Engine & platform

Optimizing loading performance: Understanding the Async Upload Pipeline

JOSEPH SCHEINBERG / UNITY TECHNOLOGIESContributor

Oct 8, 2018|7 Min

Optimizing loading performance: Understanding the Async Upload Pipeline

Nobody likes loading screens. Did you know that you can quickly adjust Async Upload Pipeline (AUP) parameters to significantly improve your loading times? This article details how meshes and textures are loaded through the AUP. This understanding could help you speed up loading time significantly - some projects have seen over 2x performance improvements!

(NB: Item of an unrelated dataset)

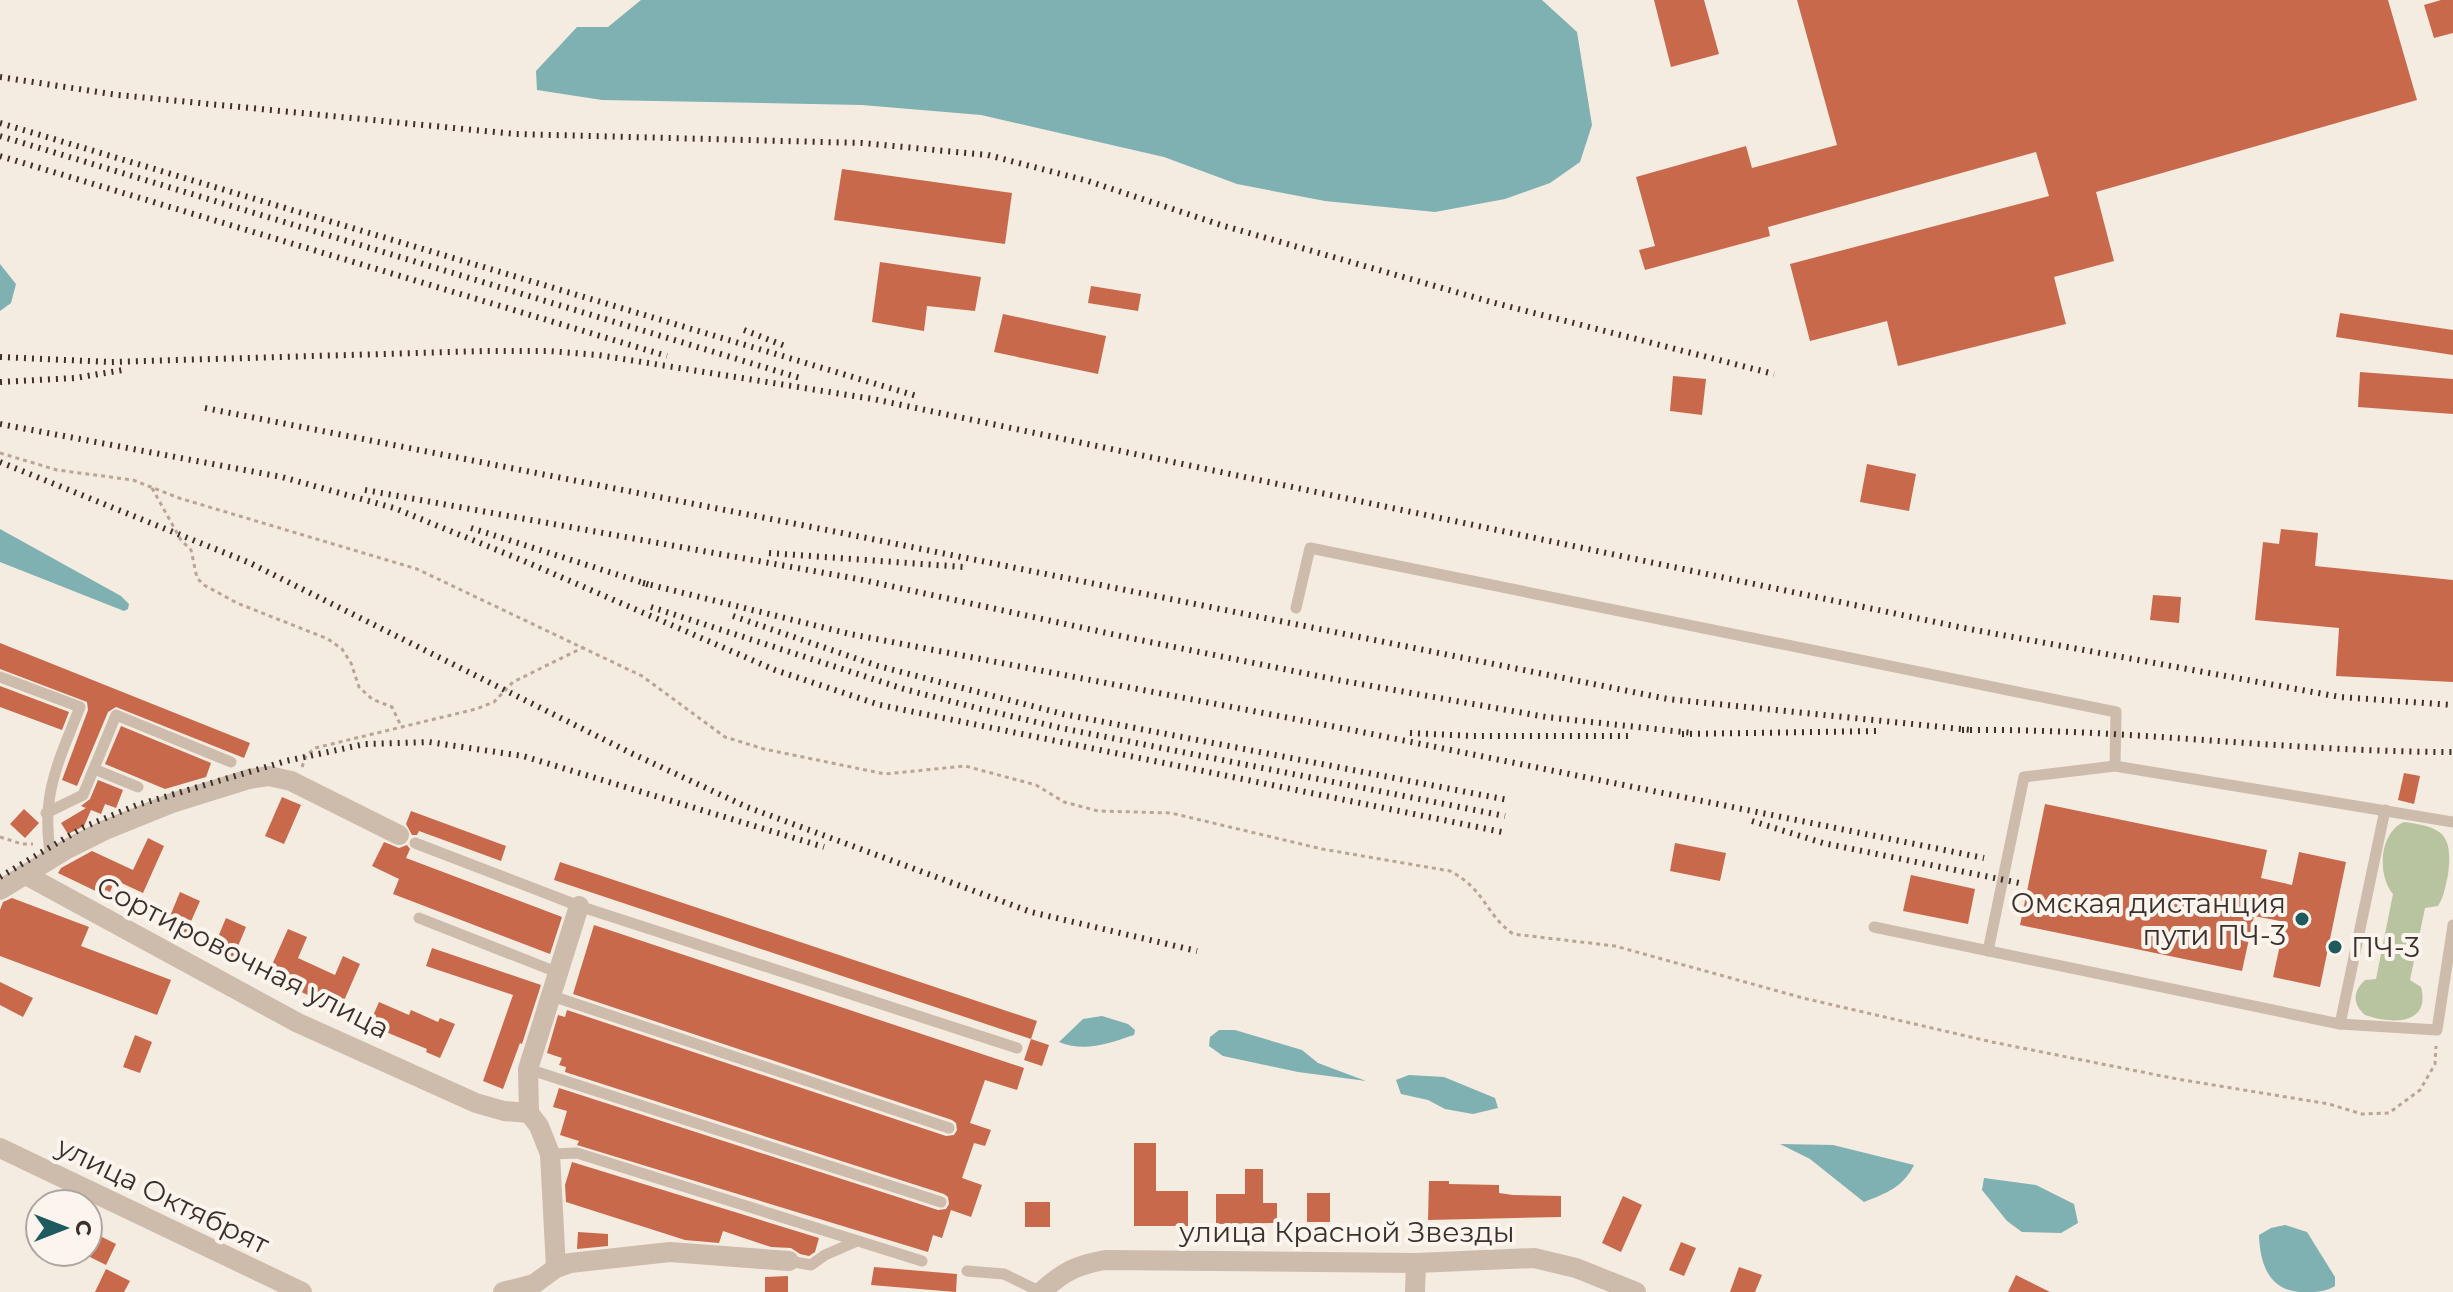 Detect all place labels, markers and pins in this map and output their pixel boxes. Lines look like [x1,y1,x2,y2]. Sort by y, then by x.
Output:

Read on to learn how the AUP works from a technical standpoint and what APIs you should be using to get the most out of it.

Try it Out

The latest, most optimal implementation of the Asset Upload Pipeline is available in the 2018.3 beta.

Download 2018.3 Beta Today

First, let’s take a detailed look at when the AUP is used and how the loading process works.

When is the Async Upload Pipeline used?

Prior to 2018.3, the AUP only handled textures. Starting with 2018.3 beta, the AUP now loads textures and meshes, but there are some exceptions. Textures that are read/write enabled, or meshes that are read/write enabled or compressed, will not use the AUP. (Note that Texture Mipmap Streaming, which was introduced in 2018.2, also uses AUP.)

How the loading process works

During the build process, the Texture or Mesh Object is written to a serialized file and the large binary data (texture or vertex data) is written to an accompanying .resS file. This layout applies to both player data and asset bundles. The separation of the object and binary data allows for faster loading of the serialized file (which will generally contain small objects), and it enables streamlined loading of the large binary data from the .resS file after. When the Texture or Mesh Object is deserialized, it submits a command to the AUP’s command queue. Once that command completes, the Texture or Mesh data has been uploaded to the GPU and the object can be integrated on the main thread.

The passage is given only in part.